There is simply no way to convey, in 1-2 minutes, the impact Francine Godfrey has had on the entire population of Dnepropetrovsk, Ukraine and by inference the hopes of all the lost Jewish communities of the FSU.  At one time, Dnep was home to the 3rd largest Jewish community in Eastern Europe.  It was virtually wiped out physically during WWII and the Soviet aftermath—but not spiritually.  Boston was paired with Dnep in 1992 and since then we have witnessed the complete rebirth and revitalization of the Jewish community there.  And Francine has been integral to every part of that.

The pairing meant that 7 Jewish agencies pooled resources and expertise.  Can you imagine any 7 Jewish individuals agreeing on anything, much less 7 agencies filled with Jewish people?  Well, they do—they all agree that Francine is the rock star of the Dnep rebirth and continued vibrancy.

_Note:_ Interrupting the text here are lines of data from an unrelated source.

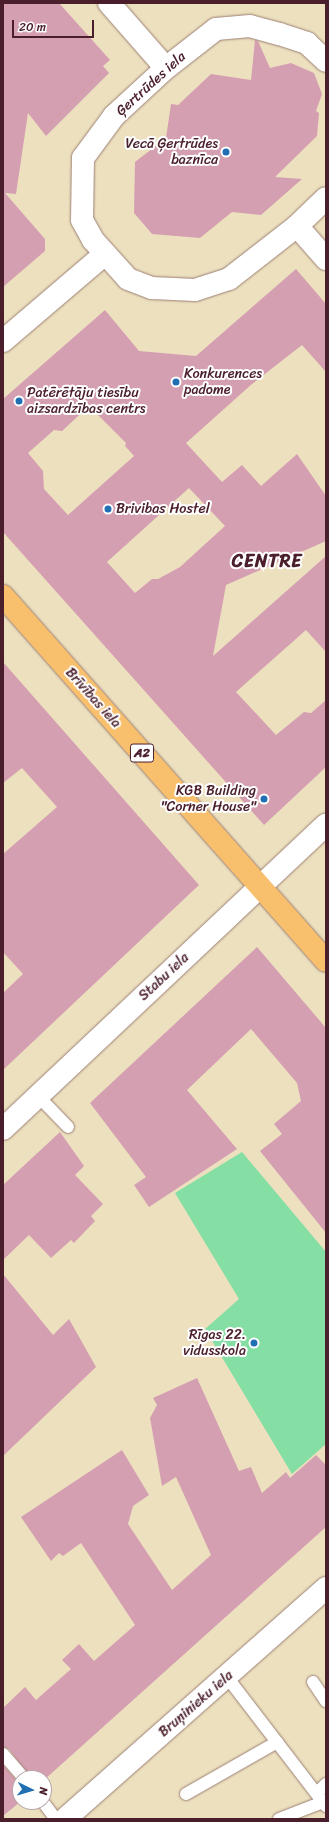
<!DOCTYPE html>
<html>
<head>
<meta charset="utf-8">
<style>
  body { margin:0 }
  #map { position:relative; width:329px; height:1822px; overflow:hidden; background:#ede0bf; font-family:Sriracha,sans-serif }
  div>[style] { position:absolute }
  .green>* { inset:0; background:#85dfa4 }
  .building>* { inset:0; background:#d59fb2 }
  .roads { filter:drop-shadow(0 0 1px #9c8075) drop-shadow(0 0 1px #9c8075) }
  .lane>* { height:12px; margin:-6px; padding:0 6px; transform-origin:6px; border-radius:6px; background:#fff }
  .street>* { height:22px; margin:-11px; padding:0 11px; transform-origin:11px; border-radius:11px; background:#fff }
  .highway>* { height:22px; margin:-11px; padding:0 11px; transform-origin:11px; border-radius:11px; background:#f8bf6c }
  .dots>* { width:11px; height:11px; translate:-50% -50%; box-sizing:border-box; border:2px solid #fff; border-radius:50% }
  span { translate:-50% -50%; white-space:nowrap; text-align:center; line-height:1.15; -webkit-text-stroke:4px #fff; paint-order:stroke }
  .shield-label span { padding:1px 3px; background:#fff; border:1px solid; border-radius:3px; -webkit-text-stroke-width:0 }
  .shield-label { font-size:13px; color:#4a1f2b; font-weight:700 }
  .street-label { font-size:14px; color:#4a1f2b }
  .poi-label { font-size:14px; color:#4a1f2b }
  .right { translate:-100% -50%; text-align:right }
  .left { translate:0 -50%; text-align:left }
  .district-label { font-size:18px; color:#4a1f2b; font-weight:700; letter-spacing:1px }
  .frame { position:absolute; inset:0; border:4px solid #4a1f2b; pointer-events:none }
  .north { position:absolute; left:12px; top:1770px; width:40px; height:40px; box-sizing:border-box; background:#fff; border:1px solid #b7a5aa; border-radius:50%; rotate:95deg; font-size:11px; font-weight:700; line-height:16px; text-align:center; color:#4a1f2b }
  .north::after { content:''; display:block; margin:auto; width:14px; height:18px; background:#1f6fb2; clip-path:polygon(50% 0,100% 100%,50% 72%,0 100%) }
  .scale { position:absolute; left:12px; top:20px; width:82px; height:18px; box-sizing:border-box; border:2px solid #4a1f2b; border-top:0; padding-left:5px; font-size:12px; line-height:14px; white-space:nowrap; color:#4a1f2b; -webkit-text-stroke:3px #fff; paint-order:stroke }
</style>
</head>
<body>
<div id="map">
  <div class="green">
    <div style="clip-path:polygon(242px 1152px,326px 1252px,326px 1444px,292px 1474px,205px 1329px,239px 1299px,175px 1193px)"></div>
  </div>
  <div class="building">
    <div style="clip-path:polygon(3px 3px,59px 3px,110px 60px,103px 66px,109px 73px,46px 136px,28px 113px,16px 194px,5px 193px,45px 239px,45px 251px,3px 287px)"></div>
    <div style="clip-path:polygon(255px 40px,258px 41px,270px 68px,291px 63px,314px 73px,322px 94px,316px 111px,319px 113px,317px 136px,275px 177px,302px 179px,261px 215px,232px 212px,200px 238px,152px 234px,134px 213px,135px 162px,166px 138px,171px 104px,178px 105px,211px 74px,251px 80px)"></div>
    <div style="clip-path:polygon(evenodd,296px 269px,326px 304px,326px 372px,302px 345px,252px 384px,186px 443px,222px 482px,242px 465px,261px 486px,297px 454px,326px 496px,326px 541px,226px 585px,213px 656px,326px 556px,326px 652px,306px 630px,236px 692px,276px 735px,304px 712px,311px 713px,326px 700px,326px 767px,264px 825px,3px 532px,3px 399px,105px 310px,139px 351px,196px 356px,296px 269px,89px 406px,126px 443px,125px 446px,134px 456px,68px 515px,44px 489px,43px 471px,28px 453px,54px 430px,62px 431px,89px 406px,296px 269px,189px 488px,225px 526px,180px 567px,158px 579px,152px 579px,135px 593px,107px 562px,189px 488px)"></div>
    <div style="clip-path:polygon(3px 662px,199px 885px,3px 1070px,3px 993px,23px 974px,3px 952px,3px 854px,57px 807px,22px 768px,3px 783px)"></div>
    <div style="clip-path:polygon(257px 947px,326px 1028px,326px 1233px,260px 1151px,282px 1134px,274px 1124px,301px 1101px,297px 1083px,251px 1029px,187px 1090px,237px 1149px,149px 1207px,134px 1185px,146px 1177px,90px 1103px)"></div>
    <div style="clip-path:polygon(60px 1132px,84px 1166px,75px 1175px,103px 1204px,91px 1216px,95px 1221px,74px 1243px,71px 1240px,51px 1258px,29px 1235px,3px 1260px,3px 1185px)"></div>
    <div style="clip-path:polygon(3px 1274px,53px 1335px,69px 1319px,96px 1367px,3px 1456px)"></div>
    <div style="clip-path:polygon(197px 1378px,239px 1471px,251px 1467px,262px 1493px,286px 1472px,290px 1478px,316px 1455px,326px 1465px,326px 1527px,44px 1780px,44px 1778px,31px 1778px,9px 1749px,3px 1747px,3px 1708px,25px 1687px,36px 1700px,71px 1669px,62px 1660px,79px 1644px,94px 1661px,135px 1625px,81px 1543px,63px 1556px,59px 1553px,51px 1561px,21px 1517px,122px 1450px,149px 1495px,133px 1506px,128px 1524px,172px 1590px,211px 1555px,176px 1477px,162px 1486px,150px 1418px,157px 1405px,153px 1398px)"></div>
    <div style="clip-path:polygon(3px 1765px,20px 1784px,20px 1802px,3px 1816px)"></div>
  </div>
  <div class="roads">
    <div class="lane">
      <div style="left:38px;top:1096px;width:43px;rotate:45.9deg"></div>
      <div style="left:227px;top:1677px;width:163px;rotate:52.5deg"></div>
      <div style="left:313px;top:1682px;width:23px;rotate:56deg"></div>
      <div style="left:3px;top:1754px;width:32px;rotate:49deg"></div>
      <div style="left:317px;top:1793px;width:13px;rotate:-45deg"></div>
      <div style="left:186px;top:1794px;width:105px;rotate:-29.7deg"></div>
      <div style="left:43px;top:1802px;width:21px;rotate:53deg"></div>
      <div style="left:279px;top:1819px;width:47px;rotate:-21.1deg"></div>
    </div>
    <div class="street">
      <div style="left:109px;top:3px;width:86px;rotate:48.8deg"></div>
      <div style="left:326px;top:61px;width:26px;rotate:-137deg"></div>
      <div style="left:307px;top:43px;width:29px;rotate:-162deg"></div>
      <div style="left:279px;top:34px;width:30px;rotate:-165deg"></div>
      <div style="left:250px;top:26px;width:34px;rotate:175deg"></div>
      <div style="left:216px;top:29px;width:63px;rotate:142deg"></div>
      <div style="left:166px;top:68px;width:71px;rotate:137.3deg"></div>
      <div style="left:114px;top:116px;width:52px;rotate:126.4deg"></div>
      <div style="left:83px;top:158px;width:62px;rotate:90.9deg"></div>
      <div style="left:82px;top:220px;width:23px;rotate:61deg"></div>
      <div style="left:93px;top:240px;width:52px;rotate:48.1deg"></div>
      <div style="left:128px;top:279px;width:26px;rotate:21deg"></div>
      <div style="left:152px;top:288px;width:43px;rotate:2.7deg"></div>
      <div style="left:195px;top:290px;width:36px;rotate:-18deg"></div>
      <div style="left:229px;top:279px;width:86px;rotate:-37.9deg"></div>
      <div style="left:297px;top:226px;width:40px;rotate:-44deg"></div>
      <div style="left:297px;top:226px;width:44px;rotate:48.7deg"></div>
      <div style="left:3px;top:341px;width:134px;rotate:-40.5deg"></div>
      <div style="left:3px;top:1129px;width:444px;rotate:-43.3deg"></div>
      <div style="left:65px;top:1819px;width:349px;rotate:-41.5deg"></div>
    </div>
    <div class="highway">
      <div style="left:3px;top:596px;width:487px;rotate:48.5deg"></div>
    </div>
  </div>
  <div class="dots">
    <div style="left:226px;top:152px;background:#1f6fb2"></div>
    <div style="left:176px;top:382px;background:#1f6fb2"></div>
    <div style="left:19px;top:401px;background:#1f6fb2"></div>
    <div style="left:108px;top:509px;background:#1f6fb2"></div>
    <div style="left:264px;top:799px;background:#1f6fb2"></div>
    <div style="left:254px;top:1343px;background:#1f6fb2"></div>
  </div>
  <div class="shield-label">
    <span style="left:142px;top:753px">A2</span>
  </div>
  <div class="street-label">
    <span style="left:151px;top:84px;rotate:-42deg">Ģertrūdes iela</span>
    <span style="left:93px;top:698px;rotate:48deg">Brīvības iela</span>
    <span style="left:164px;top:977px;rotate:-43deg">Stabu iela</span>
    <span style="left:196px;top:1704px;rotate:-41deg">Bruņinieku iela</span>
  </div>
  <div class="poi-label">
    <span class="right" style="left:218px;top:152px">Vecā Ģertrūdes<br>baznīca</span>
    <span class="left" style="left:184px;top:382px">Konkurences<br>padome</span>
    <span class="left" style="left:27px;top:401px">Patērētāju tiesību<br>aizsardzības centrs</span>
    <span class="left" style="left:116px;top:509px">Brivibas Hostel</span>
    <span class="right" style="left:256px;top:799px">KGB Building<br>"Corner House"</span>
    <span class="right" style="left:246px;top:1343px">Rīgas 22.<br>vidusskola</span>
  </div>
  <div class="district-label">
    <span style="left:267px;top:561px">CENTRE</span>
  </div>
  <div class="frame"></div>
  <div class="north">N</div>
  <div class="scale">20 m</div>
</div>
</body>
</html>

Francine began her involvement by playing a pivotal role in the development of Beit Baruch, the first Jewish assisted living facility in Ukraine.  Francine has become the coach, trusted advisor and dear friend to the entire staff—they look to her not only for the fitness program she created and continues to oversee, but for every aspect of running the facility.

Just a minute, though, about the fitness and wellness program.  Before Francine, the residents had never participated in a structured exercise and wellness program.  On her first trip, she brought her passion and her expertise AND a suitcase filled with low-tech fitness equipment.  In a nutshell, she has brought participation up from 0% to 100%!  Yes, I did mean 100%!

In case you ask, so what?  Here’s just one story: a 73-year-old bed bound man came to Beit Baruch—deemed unlikely to ever walk again.  Francine devised an exercise program and guided the fitness instructor through daily visits.  Over time, he transferred to a wheelchair.  Over more time, a walker.  Then a cane.  Today, he walks without any mobility devices and his depression has lifted—enough for him to ask Francine to find him a new bride!

For Francine, her 10 trips and regular phone calls to Dnep is a labor of love and comes from a humanitarian  place deep in her soul.  For JCHE, Francine’s involvement does something beyond bring us nachas and make us look especially good to our fellow agencies (although that’s significant).  In one of many long meetings of Jewish agencies execs, I was asked “why is it worth it for JCHE to invest so much in Dnep?”  It took me less than a millisecond to answer honestly: “If we got nothing else from this partnership, it would be totally worth it simply to keep Francine happy—she’s just that good, that productive and that valuable to our organization.”  I think this award is giving her an extra boost, and for that, the 1500 residents of JCHE and I thank you all from the bottom of our hearts.